D’ici 2100, la Terre pourrait se réchauffer de 15 % de plus que la pire des prédictions du GIEC (Groupe d’experts intergouvernemental sur l’évolution du climat). Ces dernières étaient donc trop optimistes. Pour espérer rester sous les 2 °C, il faudra réduire encore plus les émissions de gaz à effet de serre par rapport à ce qui était prévu.

Le Groupe d’experts intergouvernemental sur l’évolution du climat (GIEC), l’organe scientifique de référence sur le réchauffement, a publié en 2014 un éventail de scénarios prédisant le réchauffement climatique à la fin du XXIe siècle en fonction du volume des émissions de gaz à effet de serre.

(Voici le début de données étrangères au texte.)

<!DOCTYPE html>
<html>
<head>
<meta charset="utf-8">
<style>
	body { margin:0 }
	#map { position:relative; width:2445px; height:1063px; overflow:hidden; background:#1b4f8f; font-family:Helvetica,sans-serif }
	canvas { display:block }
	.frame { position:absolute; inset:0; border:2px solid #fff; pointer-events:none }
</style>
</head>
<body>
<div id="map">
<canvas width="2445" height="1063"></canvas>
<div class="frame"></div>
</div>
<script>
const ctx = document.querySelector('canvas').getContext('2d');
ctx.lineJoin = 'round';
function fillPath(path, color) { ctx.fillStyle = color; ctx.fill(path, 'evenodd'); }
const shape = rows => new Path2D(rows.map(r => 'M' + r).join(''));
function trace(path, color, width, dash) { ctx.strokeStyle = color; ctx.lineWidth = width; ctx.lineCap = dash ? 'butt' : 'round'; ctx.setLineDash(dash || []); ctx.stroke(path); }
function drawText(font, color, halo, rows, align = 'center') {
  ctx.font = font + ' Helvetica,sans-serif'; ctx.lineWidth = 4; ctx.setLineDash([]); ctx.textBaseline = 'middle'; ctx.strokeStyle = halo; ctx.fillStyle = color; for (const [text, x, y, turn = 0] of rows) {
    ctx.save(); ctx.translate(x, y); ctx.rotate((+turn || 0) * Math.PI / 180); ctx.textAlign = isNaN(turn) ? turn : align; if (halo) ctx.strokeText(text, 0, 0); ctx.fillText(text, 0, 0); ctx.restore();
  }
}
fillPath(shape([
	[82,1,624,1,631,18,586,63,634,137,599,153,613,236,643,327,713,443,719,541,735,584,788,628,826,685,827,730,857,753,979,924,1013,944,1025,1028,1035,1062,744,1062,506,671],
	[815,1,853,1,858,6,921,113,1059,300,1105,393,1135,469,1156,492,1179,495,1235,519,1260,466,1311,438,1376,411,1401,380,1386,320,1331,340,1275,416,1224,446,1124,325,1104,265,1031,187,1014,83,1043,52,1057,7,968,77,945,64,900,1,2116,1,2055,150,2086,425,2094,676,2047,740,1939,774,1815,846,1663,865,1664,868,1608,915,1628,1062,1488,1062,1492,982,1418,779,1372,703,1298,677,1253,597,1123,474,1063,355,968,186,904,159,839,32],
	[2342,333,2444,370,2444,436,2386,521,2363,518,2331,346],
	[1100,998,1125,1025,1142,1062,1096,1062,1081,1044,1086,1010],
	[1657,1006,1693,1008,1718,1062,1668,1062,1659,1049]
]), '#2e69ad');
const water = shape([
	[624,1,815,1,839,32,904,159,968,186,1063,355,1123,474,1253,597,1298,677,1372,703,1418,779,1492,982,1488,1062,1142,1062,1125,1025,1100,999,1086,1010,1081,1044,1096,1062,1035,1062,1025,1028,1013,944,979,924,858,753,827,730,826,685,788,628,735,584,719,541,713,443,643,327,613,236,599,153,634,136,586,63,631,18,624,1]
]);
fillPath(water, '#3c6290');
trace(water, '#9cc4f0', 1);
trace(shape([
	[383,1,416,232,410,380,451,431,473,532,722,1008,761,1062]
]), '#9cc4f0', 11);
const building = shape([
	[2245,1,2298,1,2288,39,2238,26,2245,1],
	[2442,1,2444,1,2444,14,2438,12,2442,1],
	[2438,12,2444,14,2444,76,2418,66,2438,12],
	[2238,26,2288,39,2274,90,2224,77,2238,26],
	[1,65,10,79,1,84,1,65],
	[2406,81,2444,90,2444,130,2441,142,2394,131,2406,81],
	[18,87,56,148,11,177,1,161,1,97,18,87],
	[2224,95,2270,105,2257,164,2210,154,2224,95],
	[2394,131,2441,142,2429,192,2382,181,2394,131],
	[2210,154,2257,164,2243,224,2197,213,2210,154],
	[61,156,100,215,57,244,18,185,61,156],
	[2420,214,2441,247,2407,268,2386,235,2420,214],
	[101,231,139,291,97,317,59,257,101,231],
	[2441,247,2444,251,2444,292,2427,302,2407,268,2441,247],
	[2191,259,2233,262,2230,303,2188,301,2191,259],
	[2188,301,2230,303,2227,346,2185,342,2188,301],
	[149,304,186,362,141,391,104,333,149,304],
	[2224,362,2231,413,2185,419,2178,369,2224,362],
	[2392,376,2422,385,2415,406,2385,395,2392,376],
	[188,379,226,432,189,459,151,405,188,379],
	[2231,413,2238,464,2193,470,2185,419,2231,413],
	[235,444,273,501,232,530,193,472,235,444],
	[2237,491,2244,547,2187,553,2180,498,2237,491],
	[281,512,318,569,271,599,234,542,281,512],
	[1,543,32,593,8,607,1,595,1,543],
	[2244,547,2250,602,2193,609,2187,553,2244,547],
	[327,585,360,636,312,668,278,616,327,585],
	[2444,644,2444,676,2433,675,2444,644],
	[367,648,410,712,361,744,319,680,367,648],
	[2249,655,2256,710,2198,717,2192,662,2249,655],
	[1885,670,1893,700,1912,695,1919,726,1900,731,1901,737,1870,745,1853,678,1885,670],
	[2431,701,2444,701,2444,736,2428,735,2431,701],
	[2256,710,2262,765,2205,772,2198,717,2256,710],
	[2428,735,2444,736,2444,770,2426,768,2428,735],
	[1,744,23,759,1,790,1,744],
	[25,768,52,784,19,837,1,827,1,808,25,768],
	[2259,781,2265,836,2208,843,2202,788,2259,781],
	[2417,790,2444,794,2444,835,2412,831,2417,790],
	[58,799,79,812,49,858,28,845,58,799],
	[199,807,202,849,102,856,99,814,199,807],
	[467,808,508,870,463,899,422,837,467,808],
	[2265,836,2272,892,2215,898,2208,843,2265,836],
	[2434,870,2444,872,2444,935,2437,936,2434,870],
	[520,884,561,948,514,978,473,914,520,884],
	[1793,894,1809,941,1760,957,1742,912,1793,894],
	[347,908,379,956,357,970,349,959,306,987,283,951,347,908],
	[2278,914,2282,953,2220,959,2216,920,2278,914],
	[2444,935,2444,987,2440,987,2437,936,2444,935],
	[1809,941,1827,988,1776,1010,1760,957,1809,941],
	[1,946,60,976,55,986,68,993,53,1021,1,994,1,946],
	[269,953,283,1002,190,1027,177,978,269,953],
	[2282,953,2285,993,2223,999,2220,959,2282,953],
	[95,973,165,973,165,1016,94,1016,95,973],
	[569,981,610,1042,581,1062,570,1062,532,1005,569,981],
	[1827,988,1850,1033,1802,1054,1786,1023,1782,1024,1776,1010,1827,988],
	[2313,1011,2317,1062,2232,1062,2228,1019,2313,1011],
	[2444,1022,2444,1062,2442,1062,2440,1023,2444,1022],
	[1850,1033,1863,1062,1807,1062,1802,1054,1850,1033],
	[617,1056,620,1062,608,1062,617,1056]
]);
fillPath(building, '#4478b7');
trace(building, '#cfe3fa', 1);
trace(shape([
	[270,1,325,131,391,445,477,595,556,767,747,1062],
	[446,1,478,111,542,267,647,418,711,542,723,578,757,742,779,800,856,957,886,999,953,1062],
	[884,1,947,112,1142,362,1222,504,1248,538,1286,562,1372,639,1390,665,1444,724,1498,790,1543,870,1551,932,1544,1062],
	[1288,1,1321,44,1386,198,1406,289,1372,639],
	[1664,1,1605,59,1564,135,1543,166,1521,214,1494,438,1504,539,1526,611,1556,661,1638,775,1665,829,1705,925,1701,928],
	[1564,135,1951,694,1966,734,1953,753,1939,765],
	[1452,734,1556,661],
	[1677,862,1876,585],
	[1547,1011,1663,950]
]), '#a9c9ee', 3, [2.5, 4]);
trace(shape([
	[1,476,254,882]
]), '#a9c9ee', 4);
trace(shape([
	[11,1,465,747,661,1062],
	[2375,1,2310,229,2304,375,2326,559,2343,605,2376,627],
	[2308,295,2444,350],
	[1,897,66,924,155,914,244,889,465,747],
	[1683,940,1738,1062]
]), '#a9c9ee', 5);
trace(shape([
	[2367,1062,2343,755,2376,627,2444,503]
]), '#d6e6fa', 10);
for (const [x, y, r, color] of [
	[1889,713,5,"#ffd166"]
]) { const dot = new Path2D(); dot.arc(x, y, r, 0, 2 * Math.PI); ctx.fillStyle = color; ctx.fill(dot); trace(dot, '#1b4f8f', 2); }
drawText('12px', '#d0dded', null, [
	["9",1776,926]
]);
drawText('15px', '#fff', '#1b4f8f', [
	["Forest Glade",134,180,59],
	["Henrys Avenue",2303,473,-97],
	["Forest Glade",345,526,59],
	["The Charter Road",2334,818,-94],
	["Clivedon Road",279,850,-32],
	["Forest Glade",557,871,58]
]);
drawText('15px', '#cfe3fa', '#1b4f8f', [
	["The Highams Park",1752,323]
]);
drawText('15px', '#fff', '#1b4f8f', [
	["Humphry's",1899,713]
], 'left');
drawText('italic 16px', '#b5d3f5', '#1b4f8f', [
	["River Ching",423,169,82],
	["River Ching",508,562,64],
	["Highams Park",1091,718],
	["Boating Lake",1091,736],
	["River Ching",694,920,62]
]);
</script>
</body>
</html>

Patrick Brown et Ken Caldeira, climatologues à l’Institut Carnegie de l’université de Stanford, en Californie (États-Unis), estiment, dans une étude publiée dans la revue Nature, que « le réchauffement climatique sera probablement plus important » que les pires modèles du GIEC. Pointant du doigt le degré d’incertitude des scénarios climatiques, ils notent que les modèles les plus pessimistes, qui supposent une augmentation des émissions de gaz à effet de serre tout au long du siècle, prévoient une augmentation des températures entre 3,2 et 5,9 °C d’ici 2100 par rapport à la période préindustrielle.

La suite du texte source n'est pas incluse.